Directions for this task: Anywhere the string "дворик" shows up in the listing below, copy the line it is in.

Dataset extract:
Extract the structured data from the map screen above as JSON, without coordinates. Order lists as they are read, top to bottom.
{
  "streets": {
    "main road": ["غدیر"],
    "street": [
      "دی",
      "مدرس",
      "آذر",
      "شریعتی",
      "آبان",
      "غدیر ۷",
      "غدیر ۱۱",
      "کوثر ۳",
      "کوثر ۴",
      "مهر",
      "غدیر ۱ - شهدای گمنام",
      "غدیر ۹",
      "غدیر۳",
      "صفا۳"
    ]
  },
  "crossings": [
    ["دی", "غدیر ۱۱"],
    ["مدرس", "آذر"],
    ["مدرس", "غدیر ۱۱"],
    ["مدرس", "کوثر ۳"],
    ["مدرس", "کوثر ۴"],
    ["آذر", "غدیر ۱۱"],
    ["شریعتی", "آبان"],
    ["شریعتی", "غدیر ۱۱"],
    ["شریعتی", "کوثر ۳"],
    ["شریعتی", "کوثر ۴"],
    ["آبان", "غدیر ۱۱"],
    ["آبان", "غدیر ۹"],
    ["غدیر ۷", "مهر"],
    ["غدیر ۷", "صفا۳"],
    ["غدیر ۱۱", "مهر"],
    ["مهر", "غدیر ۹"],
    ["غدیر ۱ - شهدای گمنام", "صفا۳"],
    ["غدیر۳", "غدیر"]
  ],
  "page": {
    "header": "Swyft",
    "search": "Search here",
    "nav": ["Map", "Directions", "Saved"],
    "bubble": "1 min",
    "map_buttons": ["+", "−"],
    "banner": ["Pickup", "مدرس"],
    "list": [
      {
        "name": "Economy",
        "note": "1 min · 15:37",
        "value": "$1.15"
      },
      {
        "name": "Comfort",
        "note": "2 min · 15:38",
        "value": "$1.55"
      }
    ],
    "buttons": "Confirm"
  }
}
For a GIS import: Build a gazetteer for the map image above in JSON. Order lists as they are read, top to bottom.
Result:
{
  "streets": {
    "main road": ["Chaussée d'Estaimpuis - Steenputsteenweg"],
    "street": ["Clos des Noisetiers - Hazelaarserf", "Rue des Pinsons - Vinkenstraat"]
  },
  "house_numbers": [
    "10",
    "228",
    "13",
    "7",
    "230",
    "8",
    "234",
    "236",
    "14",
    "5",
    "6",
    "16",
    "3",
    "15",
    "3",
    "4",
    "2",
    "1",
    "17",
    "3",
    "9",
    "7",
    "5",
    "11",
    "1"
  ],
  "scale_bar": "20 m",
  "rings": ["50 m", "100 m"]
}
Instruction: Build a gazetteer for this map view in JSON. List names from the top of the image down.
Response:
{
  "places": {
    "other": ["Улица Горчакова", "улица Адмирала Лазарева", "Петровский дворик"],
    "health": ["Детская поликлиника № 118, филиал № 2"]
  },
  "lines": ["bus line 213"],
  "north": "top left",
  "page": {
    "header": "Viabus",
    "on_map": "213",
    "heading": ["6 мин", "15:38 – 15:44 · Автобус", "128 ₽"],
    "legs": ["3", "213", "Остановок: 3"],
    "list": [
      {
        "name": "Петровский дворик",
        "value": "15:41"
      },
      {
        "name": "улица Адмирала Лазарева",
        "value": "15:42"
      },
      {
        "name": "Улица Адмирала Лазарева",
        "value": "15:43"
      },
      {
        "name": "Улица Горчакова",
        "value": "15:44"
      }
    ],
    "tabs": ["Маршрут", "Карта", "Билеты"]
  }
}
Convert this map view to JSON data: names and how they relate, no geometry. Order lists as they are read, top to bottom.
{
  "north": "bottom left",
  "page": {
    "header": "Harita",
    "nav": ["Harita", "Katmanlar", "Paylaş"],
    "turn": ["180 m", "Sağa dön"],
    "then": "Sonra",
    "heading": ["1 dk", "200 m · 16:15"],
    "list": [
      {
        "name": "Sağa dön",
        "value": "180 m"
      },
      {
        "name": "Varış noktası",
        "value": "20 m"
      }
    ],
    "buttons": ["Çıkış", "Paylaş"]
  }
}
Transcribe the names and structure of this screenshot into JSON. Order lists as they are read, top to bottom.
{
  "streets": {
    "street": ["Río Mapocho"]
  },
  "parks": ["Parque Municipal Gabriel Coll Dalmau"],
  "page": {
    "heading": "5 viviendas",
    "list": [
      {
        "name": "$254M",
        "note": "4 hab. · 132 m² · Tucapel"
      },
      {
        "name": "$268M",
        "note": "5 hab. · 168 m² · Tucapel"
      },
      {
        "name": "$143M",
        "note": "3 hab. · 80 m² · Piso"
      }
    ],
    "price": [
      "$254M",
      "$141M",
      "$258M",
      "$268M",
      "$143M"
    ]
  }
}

Response:
    "other": ["Улица Горчакова", "улица Адмирала Лазарева", "Петровский дворик"],
        "name": "Петровский дворик",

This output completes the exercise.